Barra Bonita volta a pagar pró-labore

Adilson Camargo
| Tempo de leitura: 2 min

Barra Bonita - A juíza Paula Maria Castro Ribeiro, da 1.ª Vara da Comarca de Barra Bonita (68 quilômetros a Sudeste de Bauru), voltou atrás em sua decisão e revogou a liminar que ela mesma havia concedido em outubro passado contra a concessão de um pró-labore de 100% sobre os vencimentos de 34 servidores municipais em cargos de comissão.

A decisão foi comunicada na semana passada à assessoria jurídica da prefeitura, que havia recorrido da liminar por entender que o pagamento estava dentro da lei.

O vereador Ari Gabriel (PFL), autor da ação popular contra a gratificação, disse que irá recorrer da nova decisão.
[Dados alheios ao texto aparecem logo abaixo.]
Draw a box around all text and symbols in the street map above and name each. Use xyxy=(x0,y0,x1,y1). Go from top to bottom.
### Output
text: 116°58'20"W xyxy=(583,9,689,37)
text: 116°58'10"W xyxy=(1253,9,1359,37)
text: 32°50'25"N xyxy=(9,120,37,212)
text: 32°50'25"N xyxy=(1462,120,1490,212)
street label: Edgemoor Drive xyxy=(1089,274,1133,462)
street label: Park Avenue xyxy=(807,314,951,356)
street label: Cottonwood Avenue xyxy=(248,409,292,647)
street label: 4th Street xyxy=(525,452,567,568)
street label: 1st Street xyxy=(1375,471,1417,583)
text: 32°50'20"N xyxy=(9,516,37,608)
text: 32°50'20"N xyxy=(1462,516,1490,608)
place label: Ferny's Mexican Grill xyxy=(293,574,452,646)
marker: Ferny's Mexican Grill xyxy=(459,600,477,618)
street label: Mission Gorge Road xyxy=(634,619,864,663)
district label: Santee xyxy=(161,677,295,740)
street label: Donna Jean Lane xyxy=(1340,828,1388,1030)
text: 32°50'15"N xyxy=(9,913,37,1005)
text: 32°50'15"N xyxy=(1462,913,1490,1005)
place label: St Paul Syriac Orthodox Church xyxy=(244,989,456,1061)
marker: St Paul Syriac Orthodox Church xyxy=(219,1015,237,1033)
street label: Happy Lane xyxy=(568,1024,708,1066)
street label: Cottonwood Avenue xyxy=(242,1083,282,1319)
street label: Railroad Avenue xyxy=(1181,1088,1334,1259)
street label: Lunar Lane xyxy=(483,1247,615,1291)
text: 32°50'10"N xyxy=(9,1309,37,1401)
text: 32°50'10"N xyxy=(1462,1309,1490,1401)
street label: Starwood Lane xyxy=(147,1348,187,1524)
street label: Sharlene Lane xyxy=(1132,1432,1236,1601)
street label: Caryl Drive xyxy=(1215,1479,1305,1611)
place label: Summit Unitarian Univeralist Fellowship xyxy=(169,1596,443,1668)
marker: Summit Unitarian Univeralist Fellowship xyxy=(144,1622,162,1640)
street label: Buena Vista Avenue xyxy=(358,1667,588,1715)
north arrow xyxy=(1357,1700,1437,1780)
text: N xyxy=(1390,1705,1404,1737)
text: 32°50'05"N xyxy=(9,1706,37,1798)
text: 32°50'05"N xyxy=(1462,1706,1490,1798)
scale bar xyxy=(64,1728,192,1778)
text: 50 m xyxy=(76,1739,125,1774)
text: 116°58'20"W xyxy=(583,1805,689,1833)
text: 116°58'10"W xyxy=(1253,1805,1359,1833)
Embora não tenha sido comunicado oficialmente da suspensão da liminar, ele disse que espera apenas o retorno de seu advogado, que está viajando, para protocolar um recurso no Tribunal de Justiça, em São Paulo.

A juíza argumentou em sua decisão que o vereador “valeu-se de premissas equivocadas” e que teria apresentado ao Poder Judiciário, na ação popular, “uma realidade parcialmente distorcida” dos fatos.

Paula Maria acusou ainda o vereador de ter agido de má-fé e o condenou a arcar com as custas processuais do caso, bem como os honorários advocatícios dos réus, avaliado em R$ 1.000,00, segundo a tabela da Ordem dos Advogados do Brasil (OAB).

Ari Gabriel contesta a acusação da juíza e declara que não agiu de má-fé. Segundo o vereador, a ação popular ajuizada por ele, questiona a legalidade da prefeitura de conceder gratificação de 100% apenas para alguns ocupantes de cargos de confiança e não para todos.

“Eu teria agido de má-fé se tivesse votado a favor do projeto (que autoriza a gratificação diferenciada) na Câmara e depois contestado isso na Justiça. Mas não foi isso o que aconteceu. Eu fui contra desde o início”, defendeu-se Ari.

Desde outubro, quando a juíza havia determinado a suspensão do pagamento do pró-labore, o dinheiro extra vinha sendo depositado em juízo. Com a revogação da liminar, os 34 servidores puderam sacar a gratificação, incluindo a parte do 13.º salário.

De acordo com o diretor do Departamento Jurídico da prefeitura, Luiz Pizzo, um dos beneficiados pela recente decisão da juíza, o valor acumulado chegou a R$ 52 mil. O dinheiro foi liberado na última segunda-feira.

Segundo ele, tem direito à gratificação de 100% todos os diretores municipais (que equivale ao cargo de secretário) e seus assessores diretos.

O salário dos diretores, com a revogação da liminar, salta dos atuais R$ 1.300,00 para R$ 1.900,00, segundo informou Pizzo. A gratificação, segundo ele, foi uma forma que a prefeitura encontrou para pagar pelas horas trabalhadas a mais por esses funcionários, porque eles não têm direito a horas-extras.

Pizzo não descartou a hipótese da prefeitura entrar com uma ação de indenização contra o vereador Ari Gabriel para que o mesmo pague as despesas extras com o Instituto Nacional de Seguro Social (INSS) pelo atraso de três meses no recolhimento do imposto referente aos R$ 52 mil retidos judicialmente.